Germany will continue to need more gas, despite phasing out nuclear and coal. New gas-fired power plants will be needed to ensure security of supply throughout the transition to renewables, Germany’s new chancellor Olaf Scholz said last year.

The German LNG Terminal (GLT), an 8 billion cubic meter (Gm3) per year terminal project in Brunsbüttel near Hamburg, is expecting to gain approval. Initially scheduled to be operational at the end of 2022, the project has suffered several setbacks, including delays in obtaining environmental permits, which could delay the start of several years.

“As you know, there is not just a new political framework” in Germany, GLT spokeswoman Katja Freitag told NGI. “It’s also a volatile market with changing supply conditions… But GLT has been, and is in regular dialogue, with all political levels on these issues.”

GLT’s “environmental approval process” began last summer, she said. Last year, GLT also received an exemption from the German regulator, known as the Federal Network Agency, “from the regulation of tariffs and network access”.
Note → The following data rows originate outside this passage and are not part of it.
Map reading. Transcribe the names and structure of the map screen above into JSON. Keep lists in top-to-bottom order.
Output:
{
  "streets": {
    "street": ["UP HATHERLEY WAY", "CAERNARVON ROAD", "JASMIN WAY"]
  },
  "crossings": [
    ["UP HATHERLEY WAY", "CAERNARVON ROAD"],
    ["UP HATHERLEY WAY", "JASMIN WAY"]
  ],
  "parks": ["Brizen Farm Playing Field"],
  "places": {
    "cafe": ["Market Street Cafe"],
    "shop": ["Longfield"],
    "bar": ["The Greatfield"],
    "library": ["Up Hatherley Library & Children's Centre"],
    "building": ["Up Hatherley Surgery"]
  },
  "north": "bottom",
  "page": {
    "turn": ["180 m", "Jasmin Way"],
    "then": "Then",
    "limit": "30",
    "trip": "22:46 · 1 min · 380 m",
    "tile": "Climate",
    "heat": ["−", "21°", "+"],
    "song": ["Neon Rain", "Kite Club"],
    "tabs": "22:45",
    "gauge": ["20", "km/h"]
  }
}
GLT was originally created with Dutch gas network operator NV Nederlandse Gasunie, German Oiltanking GmbH and Dutch storage company Royal Vopak NV. Vopak pulled out of GLT last year, citing financial reasons. The previous German government also supported GLT’s plans, but no federal funding had been committed.

Freitag said the project is complex, expensive and a long-term investment. And with the pandemic, “it has been more difficult to make reliable statements about the exact schedule for the project, so German LNG has refrained from doing so for the time being”.
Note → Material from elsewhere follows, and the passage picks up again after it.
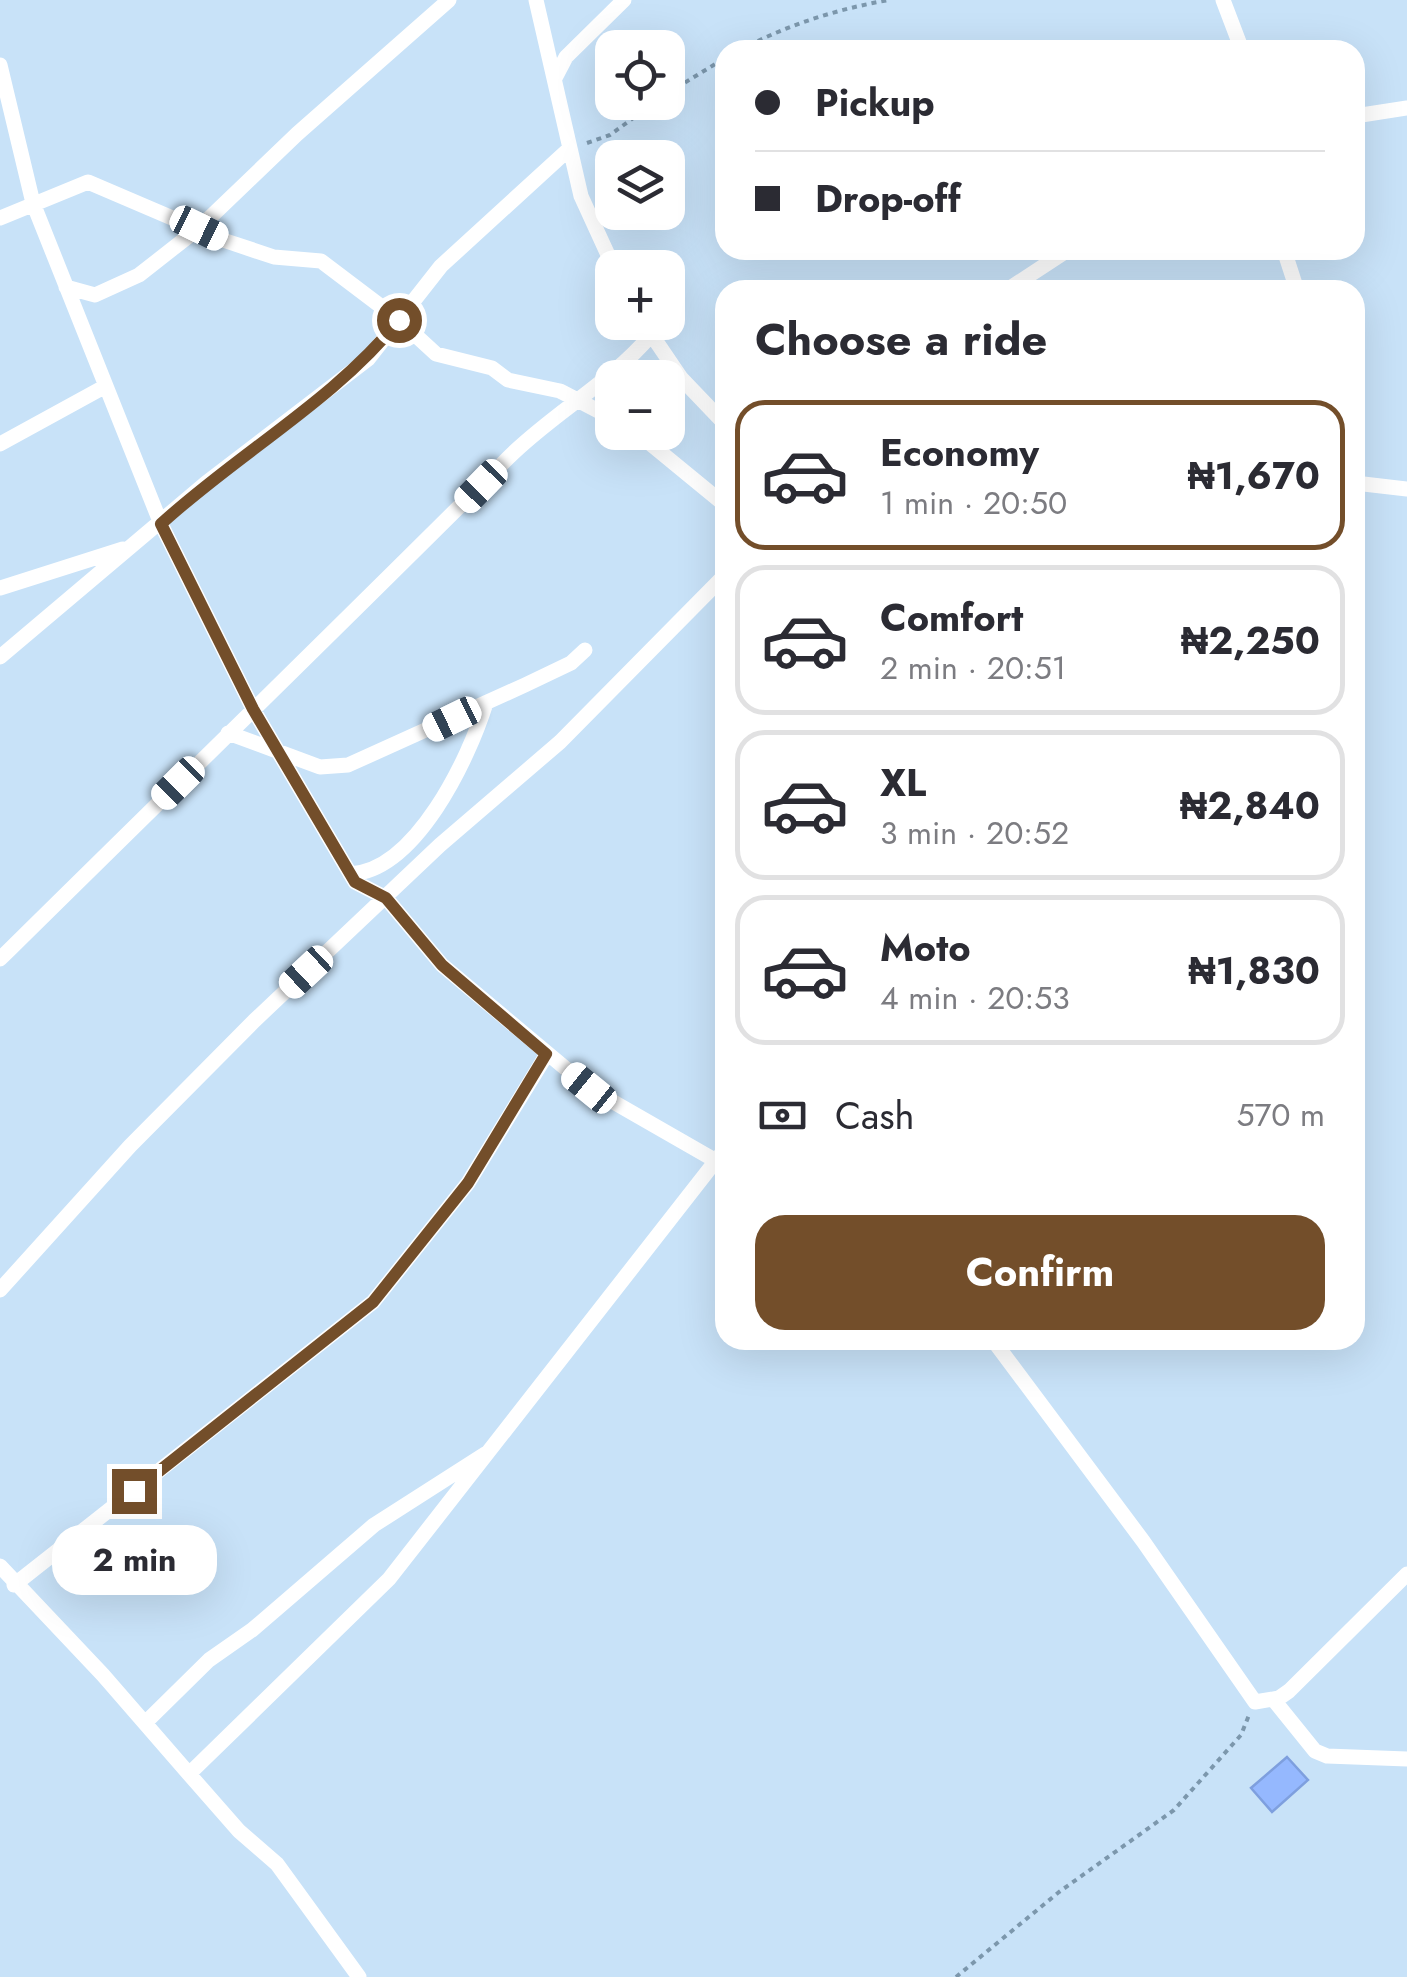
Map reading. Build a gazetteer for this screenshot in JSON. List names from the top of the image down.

The second proposal is a 12 bcm/year zero-emission onshore LNG terminal, the Hanseatic Energy Hub (HEH), which would be located in Stade, in northern Germany. HEH would also have approved infrastructures for LNG biomethane and synthetic methane. HEH’s partners include Belgian infrastructure company Fluxys, Swiss private equity firm Partners Group AG and German logistics services Buss Group GmbH & Co. KG.

“HEH completed the non-binding phase of the open season in February 2021 and there has been a great deal of confirmed interest from global players supporting the planned full capacity of the terminal,” said Danielle Stoves, Chief Commercial and Regulatory Officer. from HEH, to NGI.

HEH expected to begin its binding opening season and potentially sanction draft early next year, Stoves said. However, the sponsors must review the binding dates of the open season. “The start date will follow. It was originally scheduled to start in 2026,” Stoves said.

“The binding phase won’t happen until the summer as we wait for market turmoil to subside and for there to be more clarity on some of the policy frameworks,” she said. “Obviously in Germany things are changing with the new coalition government agreements saying that natural gas is indispensable in the transition period.”

A third project, the proposed 10bcm/yr floating terminal near the German port of Wilhelmshaven, was canceled last year after German utility Uniper SE opted for an ammonia import terminal instead.